Scott’s Technical Blog

Tag: object

Where’s My Doctrine Object?

by scott on Jun.23, 2009, under doctrine, symfony

The Doctrine ORM does a nice job of handling object oriented data, but has a number of flaws when it comes to finding the objects again. Every object it creates is stored in the Table’s repository, but they are not indexed in any meaningful way. It’s pretty much up to you to keep track of your objects once you create them.

What you’d like to do is check to see if a particular object has already been instantiated and not do it again. Recreating the same object multiple times is costly in terms of CPU time even if you use SQL caching.

When it comes to keeping objects around, Doctine is kind of half-pregnant. They are definately there and Doctrine does a good job of making sure you never have duplicate objects floating around that represent the same data in the database. However, finding them is another story.

For example, if you want to see if the User with ID=4 has an object floating around in memory, you can do this:

$repository = Doctrine::getTable(’User’)->getRepository();
foreach ($repository as $u) {
if ($u->getId() == 4) {
do something
}
}

This is great, but imagine if the you have a lot of User objects floating around. This is a very slow way of finding one of them.

What we’d really like is for the repository to be indexed in some meaningful way (or ways), but it’s indexed by a sequential number that’s incremented each time a Doctrine_Record is created.

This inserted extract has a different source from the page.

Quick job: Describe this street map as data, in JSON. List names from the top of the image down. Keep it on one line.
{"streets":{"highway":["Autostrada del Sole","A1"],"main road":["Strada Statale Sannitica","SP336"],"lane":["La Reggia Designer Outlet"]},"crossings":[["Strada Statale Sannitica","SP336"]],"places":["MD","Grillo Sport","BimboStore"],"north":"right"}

You can get this reasonably useless number by calling $obj->getOID().

If you’ve read a group of objects using the foriegn key or local key relationships of an object, there is another way of finding your objects. All of the references that have been read are stored in an array of reference Doctrine_Collections. To see all of the references for a user object, you can do this:

foreach ($user->getReferences() as $reference)
foreach ($reference as $obj)
(do something with $obj)

You can also get a single reference array using

$collection = $user->reference(’PhoneNumbers’)

where PhoneNumbers is the name of an object set referenced by $user.

These are some basic functions you might find useful. I’ll post later on some of the deficiencies I’ve found in Doctrine relating to handling object associations where the many-to-many is MANY-to-MANY. Doctine is too eager to load EVERYTHING into memory which is find for a few objects, but not so good when it ends up being 10,000.